The Joplin Globe, Joplin, MO


August 3, 2012

Guest columnist, Paul Ayres: Election-year animosity taking its toll

JOPLIN, Mo. — I am an employee of the Jasper County sheriff’s office. I was hired in 2006 as a result of the law enforcement sales tax that was approved by the public in 2005.

The intent of this column is not to condone or condemn Archie Dunn’s bid for re-election, but to try to convey to the public how much the animosity between the sheriff and his detractors affects the staff of the department, and most importantly, the citizens as a whole.

The ongoing disputes between the sheriff, the county commissioners, the county auditor and the county attorney have created stress for our staff and employees, just as I’m sure it has on all parties concerned. We must continue to perform our job duties as efficiently as possible, while hearing and reading about the ongoing problems and wondering if we will have a job tomorrow, next month or next year. The origin of the bickering is irrelevant to us; we just want to do our jobs and support our families.

The very nature of our work demands we are alert and focused on details. If we lose sight of this, someone gets hurt. Our jail staff deals with inmates (in the neighborhood of 180 of them at any one time) who are not there because they are nice people, but because they have committed some kind of criminal offense, some very serious.

This demands these officers stay 100 percent focused on their work, and not be distracted by discord within our county government.

Our patrol officers face an even bigger task: They are forced to deal with the worst people our society has to offer on their own turf. Every time they begin their shift, they have to be prepared for any kind of problem or emergency that may arise, no matter the level of danger. They don’t have the luxury of worrying about how the latest feud is progressing.

Our civilian support staff does an outstanding job of taking care of the details of the daily operations. Without them, none of us could do our work with any degree of efficiency. They, too, shouldn’t be distracted by constant upheaval and strife. Each sheriff’s office employee is an important link not only in our interdepartmental functions, but in the service we provide to the public in general.

Richard Webster, an elected county auditor, has recently forced the sheriff’s office to conduct operations on a monthly budget, rather than on a yearly budget as submitted by the sheriff and approved by the commissioners.

Understand, it’s not that the sheriff’s office doesn’t have the money to do business, it’s the fact we are not allowed to have (by the auditor and the commissioners) the money to conduct business in the unique way law enforcement is required to work.

Ours is a business of uncertainty. We cannot predict how jail costs will fluctuate, how high fuel will go or how many major crimes or natural disasters will push our resources to the limit. We simply cannot be forced to work on a sent monthly “allowance” and expect to provide the best possible service to the public. To my knowledge, we are the only part of Jasper County government that is forced to operate this way — on a monthly stipend.

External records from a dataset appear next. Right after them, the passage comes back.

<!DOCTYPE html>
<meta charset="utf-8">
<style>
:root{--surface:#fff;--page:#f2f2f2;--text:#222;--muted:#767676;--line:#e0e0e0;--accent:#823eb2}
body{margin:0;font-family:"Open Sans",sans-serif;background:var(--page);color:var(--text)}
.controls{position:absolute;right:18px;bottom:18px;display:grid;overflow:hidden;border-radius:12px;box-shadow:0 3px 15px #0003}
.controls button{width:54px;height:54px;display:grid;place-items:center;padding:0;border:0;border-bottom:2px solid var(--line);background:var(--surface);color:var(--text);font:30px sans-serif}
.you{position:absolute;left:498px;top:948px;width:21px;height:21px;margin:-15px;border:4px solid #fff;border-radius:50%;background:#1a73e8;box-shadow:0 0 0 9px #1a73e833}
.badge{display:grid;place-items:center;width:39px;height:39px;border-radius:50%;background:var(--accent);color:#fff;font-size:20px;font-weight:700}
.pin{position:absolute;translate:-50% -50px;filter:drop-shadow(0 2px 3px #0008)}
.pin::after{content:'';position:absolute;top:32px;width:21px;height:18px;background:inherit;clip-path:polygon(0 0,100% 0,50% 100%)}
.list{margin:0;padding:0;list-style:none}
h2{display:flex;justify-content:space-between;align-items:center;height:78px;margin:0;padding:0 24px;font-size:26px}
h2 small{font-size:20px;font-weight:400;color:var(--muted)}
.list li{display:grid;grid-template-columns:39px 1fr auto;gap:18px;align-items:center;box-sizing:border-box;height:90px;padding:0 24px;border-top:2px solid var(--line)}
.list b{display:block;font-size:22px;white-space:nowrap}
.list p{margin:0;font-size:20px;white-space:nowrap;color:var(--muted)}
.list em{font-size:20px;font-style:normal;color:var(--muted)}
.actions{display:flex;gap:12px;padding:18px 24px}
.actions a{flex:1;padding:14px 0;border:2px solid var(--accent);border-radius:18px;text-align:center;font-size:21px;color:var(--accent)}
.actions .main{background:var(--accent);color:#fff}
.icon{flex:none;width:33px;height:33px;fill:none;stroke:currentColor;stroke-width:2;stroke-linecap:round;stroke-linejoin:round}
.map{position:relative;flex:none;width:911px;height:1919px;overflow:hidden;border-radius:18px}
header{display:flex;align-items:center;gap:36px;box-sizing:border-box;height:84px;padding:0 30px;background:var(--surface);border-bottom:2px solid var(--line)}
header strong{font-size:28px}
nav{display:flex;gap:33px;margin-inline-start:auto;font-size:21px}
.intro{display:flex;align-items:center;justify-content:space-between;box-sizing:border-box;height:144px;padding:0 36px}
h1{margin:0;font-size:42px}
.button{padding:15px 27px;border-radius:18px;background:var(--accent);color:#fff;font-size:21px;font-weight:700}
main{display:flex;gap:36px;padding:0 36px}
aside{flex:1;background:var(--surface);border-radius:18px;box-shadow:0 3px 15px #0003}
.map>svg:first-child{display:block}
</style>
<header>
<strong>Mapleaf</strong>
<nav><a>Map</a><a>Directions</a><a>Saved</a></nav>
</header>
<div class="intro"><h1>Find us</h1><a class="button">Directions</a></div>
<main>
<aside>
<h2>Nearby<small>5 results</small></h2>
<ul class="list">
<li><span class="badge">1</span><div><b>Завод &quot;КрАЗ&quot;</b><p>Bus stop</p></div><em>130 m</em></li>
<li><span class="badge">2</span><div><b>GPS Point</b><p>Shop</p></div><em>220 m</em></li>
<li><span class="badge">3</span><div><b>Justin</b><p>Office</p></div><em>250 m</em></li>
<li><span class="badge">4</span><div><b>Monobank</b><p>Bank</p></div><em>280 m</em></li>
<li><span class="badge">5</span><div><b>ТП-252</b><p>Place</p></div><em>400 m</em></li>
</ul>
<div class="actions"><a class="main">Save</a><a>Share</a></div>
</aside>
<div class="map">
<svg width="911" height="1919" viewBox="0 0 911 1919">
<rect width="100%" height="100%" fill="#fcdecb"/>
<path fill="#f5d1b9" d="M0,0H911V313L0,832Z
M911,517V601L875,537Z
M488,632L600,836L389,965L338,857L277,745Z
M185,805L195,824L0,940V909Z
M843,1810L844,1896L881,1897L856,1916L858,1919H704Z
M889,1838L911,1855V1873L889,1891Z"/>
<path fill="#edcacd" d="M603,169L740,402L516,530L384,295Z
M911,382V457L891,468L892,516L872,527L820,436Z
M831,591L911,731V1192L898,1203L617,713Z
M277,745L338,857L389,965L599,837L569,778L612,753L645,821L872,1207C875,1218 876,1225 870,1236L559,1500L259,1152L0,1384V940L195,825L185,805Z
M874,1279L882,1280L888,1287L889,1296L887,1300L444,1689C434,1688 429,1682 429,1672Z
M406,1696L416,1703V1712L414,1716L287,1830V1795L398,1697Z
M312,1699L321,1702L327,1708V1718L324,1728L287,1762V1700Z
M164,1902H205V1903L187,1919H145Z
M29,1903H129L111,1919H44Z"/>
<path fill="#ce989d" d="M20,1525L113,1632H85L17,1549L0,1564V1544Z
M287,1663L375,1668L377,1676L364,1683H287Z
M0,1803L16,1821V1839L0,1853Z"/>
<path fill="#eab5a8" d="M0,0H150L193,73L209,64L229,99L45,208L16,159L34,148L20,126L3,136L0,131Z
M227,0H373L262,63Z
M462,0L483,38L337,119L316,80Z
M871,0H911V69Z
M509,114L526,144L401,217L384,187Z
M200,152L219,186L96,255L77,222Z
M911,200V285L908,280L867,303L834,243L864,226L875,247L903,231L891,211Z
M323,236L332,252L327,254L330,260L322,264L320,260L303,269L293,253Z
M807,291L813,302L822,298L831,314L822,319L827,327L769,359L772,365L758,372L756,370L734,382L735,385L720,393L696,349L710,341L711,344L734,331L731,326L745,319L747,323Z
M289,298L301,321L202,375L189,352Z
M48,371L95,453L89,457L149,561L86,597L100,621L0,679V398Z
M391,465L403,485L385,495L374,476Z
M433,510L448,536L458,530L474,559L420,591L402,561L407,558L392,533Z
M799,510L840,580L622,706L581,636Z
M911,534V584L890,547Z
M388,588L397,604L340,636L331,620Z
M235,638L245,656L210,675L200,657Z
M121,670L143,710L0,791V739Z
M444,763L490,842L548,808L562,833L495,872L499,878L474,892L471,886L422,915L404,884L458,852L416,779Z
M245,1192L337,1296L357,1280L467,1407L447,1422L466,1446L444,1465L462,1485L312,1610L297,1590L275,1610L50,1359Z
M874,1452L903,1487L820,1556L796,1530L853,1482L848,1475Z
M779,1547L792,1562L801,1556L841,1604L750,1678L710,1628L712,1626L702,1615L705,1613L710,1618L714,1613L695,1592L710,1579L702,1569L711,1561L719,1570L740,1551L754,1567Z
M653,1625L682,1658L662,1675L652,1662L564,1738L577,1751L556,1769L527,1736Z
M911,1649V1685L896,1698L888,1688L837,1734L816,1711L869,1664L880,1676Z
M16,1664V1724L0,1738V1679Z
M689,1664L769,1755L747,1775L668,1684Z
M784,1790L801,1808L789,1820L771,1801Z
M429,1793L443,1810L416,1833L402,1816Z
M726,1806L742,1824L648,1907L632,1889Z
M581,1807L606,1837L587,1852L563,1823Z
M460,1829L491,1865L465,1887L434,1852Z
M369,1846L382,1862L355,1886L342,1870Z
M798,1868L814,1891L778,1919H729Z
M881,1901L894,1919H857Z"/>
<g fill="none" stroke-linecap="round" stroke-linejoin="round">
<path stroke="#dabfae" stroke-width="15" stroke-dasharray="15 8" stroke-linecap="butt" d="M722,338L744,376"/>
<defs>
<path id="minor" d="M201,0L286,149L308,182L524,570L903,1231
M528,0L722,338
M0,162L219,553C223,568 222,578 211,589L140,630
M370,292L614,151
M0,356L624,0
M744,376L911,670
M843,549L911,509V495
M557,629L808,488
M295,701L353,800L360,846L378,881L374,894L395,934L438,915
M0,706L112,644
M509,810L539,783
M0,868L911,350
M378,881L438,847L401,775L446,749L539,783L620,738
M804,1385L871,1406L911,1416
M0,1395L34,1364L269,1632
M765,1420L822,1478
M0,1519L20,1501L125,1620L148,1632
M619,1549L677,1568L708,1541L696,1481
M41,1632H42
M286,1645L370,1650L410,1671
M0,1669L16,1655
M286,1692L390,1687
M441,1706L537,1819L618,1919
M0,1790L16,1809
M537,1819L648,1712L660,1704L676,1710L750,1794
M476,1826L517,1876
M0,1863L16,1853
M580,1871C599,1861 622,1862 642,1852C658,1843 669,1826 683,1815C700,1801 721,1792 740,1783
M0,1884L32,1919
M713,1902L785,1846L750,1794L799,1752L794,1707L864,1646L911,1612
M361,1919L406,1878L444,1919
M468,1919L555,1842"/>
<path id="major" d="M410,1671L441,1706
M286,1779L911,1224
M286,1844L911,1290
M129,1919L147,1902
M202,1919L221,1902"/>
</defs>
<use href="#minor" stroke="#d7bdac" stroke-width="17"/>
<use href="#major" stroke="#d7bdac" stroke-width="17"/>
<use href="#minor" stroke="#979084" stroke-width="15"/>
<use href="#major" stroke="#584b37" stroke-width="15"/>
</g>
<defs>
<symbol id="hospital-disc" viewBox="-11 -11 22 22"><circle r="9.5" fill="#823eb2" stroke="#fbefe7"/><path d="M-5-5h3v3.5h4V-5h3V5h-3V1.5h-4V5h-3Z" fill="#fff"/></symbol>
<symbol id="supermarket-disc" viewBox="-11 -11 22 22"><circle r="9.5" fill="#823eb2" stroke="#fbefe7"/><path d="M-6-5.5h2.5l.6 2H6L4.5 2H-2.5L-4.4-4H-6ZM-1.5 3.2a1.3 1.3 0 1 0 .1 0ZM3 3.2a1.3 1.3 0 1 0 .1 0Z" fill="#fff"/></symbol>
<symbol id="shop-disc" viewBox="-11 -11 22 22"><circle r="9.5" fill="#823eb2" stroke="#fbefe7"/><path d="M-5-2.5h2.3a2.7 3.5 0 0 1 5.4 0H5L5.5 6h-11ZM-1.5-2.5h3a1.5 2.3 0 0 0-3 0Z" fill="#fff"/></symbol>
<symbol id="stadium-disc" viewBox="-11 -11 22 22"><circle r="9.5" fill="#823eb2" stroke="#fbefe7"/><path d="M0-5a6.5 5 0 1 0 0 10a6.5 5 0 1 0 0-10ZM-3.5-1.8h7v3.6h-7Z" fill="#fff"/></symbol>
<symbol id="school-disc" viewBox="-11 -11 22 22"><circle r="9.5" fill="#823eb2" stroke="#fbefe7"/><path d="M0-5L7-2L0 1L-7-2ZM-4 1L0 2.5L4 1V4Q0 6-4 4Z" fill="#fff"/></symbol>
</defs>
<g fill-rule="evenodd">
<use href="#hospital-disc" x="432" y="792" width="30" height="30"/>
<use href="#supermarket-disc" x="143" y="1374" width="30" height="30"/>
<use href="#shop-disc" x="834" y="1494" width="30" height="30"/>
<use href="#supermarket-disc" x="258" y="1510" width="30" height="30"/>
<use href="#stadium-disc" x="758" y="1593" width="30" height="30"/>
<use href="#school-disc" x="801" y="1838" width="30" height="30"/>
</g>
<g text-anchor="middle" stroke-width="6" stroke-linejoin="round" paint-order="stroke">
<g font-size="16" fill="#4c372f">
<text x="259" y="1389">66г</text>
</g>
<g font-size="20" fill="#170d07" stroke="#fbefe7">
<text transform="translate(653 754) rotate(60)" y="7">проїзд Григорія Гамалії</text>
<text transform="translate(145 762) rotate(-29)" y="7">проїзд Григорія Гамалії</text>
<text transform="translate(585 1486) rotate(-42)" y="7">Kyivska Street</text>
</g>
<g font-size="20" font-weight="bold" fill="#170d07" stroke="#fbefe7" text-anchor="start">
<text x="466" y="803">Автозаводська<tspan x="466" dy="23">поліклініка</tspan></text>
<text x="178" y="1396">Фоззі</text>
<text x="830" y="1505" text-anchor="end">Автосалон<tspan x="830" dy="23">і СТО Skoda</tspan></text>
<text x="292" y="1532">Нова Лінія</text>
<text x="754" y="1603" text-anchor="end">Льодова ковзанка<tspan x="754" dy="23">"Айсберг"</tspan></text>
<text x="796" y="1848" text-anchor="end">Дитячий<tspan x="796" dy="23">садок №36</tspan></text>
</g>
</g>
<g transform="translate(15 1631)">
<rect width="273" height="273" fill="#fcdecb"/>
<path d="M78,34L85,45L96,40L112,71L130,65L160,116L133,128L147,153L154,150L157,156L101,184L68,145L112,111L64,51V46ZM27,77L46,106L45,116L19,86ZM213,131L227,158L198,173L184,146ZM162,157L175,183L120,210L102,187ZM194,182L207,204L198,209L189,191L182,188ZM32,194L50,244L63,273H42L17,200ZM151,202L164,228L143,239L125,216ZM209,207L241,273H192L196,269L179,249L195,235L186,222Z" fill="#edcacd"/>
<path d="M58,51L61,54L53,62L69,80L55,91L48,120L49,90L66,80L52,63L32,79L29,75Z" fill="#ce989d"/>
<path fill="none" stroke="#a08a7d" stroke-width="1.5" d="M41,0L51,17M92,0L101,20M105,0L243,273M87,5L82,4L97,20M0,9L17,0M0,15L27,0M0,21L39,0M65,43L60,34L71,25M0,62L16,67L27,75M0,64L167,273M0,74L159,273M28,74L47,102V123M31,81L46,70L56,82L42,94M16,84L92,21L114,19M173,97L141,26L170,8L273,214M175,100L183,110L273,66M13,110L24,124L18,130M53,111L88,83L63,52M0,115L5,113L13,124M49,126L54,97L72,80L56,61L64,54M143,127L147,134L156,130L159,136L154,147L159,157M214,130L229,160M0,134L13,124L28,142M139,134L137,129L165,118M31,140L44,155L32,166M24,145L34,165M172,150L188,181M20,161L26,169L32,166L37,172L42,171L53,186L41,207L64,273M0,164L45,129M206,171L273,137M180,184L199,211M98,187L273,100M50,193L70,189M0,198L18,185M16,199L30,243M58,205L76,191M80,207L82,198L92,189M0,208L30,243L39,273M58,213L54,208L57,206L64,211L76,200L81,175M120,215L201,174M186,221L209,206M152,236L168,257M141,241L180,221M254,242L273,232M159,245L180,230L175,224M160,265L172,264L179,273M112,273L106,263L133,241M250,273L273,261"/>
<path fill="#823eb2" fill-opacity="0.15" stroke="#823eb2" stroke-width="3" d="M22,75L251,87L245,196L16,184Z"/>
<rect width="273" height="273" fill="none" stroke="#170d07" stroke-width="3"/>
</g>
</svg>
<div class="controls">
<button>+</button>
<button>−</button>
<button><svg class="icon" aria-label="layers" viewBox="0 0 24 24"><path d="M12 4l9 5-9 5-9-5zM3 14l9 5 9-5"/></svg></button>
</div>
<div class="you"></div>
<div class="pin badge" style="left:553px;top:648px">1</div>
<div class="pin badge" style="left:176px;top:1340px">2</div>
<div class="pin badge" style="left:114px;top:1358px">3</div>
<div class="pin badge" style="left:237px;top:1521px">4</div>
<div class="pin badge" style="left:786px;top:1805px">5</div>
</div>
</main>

Also, I believe we are currently months behind in paying a number of bills, and at least one vendor that is necessary to the daily operation of our vehicle fleet has frozen our account and refused us further credit until our debt is paid. Bear in mind, the sheriff’s office does not pay vendors or other expenses directly. We submit expenses and bills to the auditor, who in turn approves them and makes the final payment. The sheriff does not like to conduct business this way (with a monthly budget), but currently is forced to do so by the auditor. This, in turn, affects the qualify of service we are able to provide to the public. This is not good business, and is shameful and shouldn’t be tolerated by our citizens.

I did not work for the sheriff’s office before Archie Dunn became sheriff. I only know what I have heard from longtime employees about the differences in the way business is conducted. Whatever Archie Dunn’s fate, getting the law enforcement sales tax approved by the citizens will be his crowning achievement. He labored for its support and got it on the ballot, without support from the County Commission. The commission refused to pay to put the LEST measure on the ballot. Dunn raised in excess of $50,000 from private donors to pay for it to be put before the voters. Remember?

Let me be perfectly frank: I don’t agree with every decision made by Archie Dunn. He has made some bad decisions, to be sure, and the first one to tell you this will be Archie himself. When a blunder is made, we pick up the pieces, move forward and do business. Plain and simple. We owe it to the public.

I challenge our elected officials to stop the election-year muckraking, stop the bickering and personal animosity, and stop dragging sheriff’s employees and the public good into your dislike of each other. If it’s personal, keep it that way. If you don’t like the job Archie’s doing, vote against him. Don’t use your office as a mechanism to defeat Dunn. If he is defeated at the polls, let it be the unvarnished will of the voters.

May the best man win.

Paul Ayres is a detective with the Jasper County sheriff’s office.